The US government said on Friday it backs a 2,400-acre land exchange that would allow Rio Tinto to move forward with its majority-owned Resolution Copper project in Arizona, despite opposition by Native American groups and environmentalists.
In 2014, then-President Barack Obama signed a Pentagon funding bill that approved Rio Tinto’s proposal to exchange land for another parcel nearby, with the caveat that it could not occur until an environmental report on the mine was published. The Trump administration published that report on January 15, clearing the way for the exchange within 60 days.
The US Department of Agriculture said then that more time was needed to “fully understand concerns”, having received “significant input” regarding the transfer of Oak Flat since the documents were released in January.
The decision was made on the heels of global outcry sparked by Rio Tinto after it destroyed ancient Aboriginal rock shelters in Australia. The incident cost several top executives their posts.
The US Justice Department (DOJ) has now filed legal briefs to oppose claims by Apache and conservationist groups, arguing the exchange violates treaties and religious freedom laws, according to Arizona-based The Payson Roundup news site.
The filing, the report says, suggests the Biden administration will follow through on the land exchange.
Rio Tinto has tried for more than a quarter-century to move forward with its Arizona’s copper project.
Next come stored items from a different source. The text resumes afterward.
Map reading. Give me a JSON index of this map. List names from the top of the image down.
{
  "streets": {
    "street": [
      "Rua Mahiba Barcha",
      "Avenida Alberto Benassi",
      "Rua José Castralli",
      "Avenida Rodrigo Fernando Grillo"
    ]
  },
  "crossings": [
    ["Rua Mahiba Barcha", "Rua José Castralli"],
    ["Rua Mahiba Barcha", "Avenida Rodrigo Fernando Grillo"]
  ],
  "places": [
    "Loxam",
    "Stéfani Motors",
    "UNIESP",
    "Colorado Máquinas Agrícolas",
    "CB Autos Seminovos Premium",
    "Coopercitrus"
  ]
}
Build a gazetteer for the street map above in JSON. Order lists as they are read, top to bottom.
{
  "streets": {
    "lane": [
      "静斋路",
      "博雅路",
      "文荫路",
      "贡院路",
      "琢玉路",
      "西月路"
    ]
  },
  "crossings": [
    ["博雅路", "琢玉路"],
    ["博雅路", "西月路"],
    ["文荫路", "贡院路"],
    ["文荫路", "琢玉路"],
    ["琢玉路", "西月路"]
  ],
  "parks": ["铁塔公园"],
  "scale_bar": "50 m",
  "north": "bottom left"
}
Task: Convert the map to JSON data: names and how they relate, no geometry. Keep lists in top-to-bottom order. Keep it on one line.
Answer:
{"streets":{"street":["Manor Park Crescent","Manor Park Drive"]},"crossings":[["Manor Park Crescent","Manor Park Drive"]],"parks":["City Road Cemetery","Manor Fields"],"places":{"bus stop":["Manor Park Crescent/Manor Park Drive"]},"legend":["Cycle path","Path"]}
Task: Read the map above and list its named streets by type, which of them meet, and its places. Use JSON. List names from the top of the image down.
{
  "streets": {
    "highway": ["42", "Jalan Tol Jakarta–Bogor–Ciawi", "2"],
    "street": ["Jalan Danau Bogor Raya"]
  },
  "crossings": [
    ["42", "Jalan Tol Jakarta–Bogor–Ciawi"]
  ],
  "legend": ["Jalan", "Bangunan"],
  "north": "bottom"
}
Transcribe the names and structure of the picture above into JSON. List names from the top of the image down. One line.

Together with its 45% partner BHP, they have spent more than $2 billion on Resolution Copper to date, including reclamation of the Magma copper mine site and sinking a second shaft to mining depth.
The miners describe Resolution as one of the world’s largest undeveloped copper deposits and estimate it could produce over 20 million tonnes of copper over 40 years.
Arizona recently stymied another copper project, with Canada’s Hudbay Minerals (TSX, NYSE: HBM) currently appealing a 2019 district court decision which put a stop to its proposed Rosemont project, saying it believed that the court had misinterpreted federal mining laws and Forest Service regulations.
Copper is a vital part of green infrastructure from solar power to hydro, thermal and wind energy.